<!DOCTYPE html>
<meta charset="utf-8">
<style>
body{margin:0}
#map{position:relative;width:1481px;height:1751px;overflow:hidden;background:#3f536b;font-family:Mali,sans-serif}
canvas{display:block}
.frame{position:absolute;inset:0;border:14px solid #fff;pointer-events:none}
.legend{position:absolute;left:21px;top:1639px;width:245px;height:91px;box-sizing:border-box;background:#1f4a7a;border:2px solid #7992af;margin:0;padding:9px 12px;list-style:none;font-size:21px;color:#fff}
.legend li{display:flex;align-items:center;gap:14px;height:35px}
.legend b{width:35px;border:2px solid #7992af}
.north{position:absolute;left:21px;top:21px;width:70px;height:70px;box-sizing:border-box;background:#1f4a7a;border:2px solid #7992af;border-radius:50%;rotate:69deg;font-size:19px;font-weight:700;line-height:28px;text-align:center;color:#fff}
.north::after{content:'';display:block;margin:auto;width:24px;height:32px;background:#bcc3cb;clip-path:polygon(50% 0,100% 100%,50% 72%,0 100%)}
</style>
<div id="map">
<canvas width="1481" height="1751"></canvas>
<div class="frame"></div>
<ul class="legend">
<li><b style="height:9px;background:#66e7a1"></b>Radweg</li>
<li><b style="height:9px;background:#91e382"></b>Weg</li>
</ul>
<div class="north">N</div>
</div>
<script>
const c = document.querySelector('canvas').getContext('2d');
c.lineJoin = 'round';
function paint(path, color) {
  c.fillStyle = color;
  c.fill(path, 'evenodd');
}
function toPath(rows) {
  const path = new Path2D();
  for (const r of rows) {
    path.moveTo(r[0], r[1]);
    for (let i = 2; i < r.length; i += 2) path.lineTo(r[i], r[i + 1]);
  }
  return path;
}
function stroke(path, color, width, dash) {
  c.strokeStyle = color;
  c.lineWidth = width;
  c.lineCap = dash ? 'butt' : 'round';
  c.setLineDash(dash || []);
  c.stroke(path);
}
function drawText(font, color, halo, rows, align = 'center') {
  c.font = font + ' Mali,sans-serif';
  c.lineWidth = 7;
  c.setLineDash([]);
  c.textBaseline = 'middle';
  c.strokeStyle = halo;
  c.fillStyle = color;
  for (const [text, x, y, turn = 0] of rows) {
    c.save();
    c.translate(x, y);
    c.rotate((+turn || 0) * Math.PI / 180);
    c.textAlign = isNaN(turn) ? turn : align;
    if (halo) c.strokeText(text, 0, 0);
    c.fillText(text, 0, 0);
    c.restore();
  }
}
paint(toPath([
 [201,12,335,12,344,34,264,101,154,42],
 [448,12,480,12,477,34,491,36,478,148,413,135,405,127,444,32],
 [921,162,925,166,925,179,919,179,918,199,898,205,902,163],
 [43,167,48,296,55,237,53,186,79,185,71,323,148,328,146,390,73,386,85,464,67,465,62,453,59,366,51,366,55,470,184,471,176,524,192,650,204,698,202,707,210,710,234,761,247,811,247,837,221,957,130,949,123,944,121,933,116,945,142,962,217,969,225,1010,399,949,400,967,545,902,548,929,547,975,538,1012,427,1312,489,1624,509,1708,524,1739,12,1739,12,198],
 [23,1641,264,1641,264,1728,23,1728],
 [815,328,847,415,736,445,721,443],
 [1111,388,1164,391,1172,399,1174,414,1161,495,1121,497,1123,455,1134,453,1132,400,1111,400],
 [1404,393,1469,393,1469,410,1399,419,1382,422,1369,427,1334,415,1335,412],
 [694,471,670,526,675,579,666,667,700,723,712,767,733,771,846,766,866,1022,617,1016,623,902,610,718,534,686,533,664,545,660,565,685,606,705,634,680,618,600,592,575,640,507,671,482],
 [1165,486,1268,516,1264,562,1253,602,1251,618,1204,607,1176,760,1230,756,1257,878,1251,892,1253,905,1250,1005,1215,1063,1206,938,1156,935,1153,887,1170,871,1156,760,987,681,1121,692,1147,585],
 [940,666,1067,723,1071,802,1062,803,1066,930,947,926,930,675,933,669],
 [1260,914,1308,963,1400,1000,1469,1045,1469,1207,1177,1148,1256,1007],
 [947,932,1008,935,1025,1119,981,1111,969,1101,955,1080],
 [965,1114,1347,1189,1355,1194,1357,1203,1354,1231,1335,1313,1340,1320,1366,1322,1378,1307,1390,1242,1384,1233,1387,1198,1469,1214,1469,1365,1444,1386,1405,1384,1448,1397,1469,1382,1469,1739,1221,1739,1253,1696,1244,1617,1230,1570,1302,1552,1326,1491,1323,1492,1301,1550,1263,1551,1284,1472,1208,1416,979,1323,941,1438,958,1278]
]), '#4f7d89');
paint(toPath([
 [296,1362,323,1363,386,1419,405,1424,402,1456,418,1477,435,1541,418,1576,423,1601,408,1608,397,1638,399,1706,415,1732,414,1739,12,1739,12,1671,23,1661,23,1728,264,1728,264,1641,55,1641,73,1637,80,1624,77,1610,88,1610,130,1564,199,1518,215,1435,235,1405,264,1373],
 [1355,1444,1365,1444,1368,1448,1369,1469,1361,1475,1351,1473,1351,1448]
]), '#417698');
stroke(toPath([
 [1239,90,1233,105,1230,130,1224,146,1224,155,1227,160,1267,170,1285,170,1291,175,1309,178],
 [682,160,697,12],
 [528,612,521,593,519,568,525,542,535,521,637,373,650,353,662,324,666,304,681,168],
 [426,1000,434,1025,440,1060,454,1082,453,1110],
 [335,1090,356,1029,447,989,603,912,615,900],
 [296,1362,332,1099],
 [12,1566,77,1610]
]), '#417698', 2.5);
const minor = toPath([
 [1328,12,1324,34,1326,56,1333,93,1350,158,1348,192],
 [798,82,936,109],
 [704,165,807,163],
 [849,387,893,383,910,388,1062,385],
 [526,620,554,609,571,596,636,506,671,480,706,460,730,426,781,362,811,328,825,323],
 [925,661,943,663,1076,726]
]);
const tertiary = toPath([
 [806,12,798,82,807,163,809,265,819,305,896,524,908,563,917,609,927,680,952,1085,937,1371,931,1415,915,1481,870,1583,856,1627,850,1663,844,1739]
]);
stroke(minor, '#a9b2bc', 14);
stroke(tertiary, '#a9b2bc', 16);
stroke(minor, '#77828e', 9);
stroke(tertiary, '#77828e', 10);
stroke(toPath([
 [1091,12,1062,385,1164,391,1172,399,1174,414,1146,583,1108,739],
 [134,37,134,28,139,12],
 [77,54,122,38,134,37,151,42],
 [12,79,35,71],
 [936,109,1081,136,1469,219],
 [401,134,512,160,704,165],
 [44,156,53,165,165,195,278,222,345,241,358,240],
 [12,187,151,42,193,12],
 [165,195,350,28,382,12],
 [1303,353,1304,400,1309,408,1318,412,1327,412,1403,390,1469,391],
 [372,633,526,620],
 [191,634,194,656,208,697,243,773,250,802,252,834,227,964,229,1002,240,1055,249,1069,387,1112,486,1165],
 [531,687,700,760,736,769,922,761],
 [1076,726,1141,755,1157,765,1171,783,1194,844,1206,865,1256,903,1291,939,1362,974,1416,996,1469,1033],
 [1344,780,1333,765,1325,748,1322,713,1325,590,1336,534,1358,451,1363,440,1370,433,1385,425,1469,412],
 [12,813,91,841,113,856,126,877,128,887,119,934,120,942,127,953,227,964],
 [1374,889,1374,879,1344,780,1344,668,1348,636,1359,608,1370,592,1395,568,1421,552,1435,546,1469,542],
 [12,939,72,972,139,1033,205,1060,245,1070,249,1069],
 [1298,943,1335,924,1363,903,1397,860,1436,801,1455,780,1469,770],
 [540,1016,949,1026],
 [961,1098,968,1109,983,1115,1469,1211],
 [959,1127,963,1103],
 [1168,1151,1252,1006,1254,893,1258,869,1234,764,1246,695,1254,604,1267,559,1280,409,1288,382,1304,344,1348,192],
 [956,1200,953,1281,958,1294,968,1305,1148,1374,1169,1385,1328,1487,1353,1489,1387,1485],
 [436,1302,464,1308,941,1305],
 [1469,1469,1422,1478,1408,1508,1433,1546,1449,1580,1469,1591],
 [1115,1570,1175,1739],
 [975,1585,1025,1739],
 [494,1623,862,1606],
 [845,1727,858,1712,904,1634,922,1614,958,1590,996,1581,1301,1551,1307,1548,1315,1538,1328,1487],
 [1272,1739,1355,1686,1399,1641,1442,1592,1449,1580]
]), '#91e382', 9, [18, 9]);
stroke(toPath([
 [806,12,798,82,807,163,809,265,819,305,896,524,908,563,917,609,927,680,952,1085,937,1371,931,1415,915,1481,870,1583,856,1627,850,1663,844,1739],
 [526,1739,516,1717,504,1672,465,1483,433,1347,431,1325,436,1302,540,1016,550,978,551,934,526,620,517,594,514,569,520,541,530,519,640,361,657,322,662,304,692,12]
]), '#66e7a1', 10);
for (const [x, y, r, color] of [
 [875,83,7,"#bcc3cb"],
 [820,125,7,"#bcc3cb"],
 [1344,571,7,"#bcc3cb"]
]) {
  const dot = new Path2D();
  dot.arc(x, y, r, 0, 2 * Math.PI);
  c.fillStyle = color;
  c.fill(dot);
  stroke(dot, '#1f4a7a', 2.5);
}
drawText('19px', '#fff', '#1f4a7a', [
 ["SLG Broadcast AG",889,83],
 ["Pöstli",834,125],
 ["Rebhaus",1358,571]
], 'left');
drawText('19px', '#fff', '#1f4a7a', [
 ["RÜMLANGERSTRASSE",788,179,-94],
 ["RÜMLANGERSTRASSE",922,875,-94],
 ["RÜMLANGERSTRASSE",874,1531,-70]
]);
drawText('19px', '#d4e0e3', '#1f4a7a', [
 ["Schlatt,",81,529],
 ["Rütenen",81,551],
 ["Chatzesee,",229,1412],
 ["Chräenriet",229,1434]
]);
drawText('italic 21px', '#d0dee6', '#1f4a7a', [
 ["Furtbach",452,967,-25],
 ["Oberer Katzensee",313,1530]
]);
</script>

### Work instructions
Tell how many lines in the data above hold "function". Nothing but the number.

### Task result
4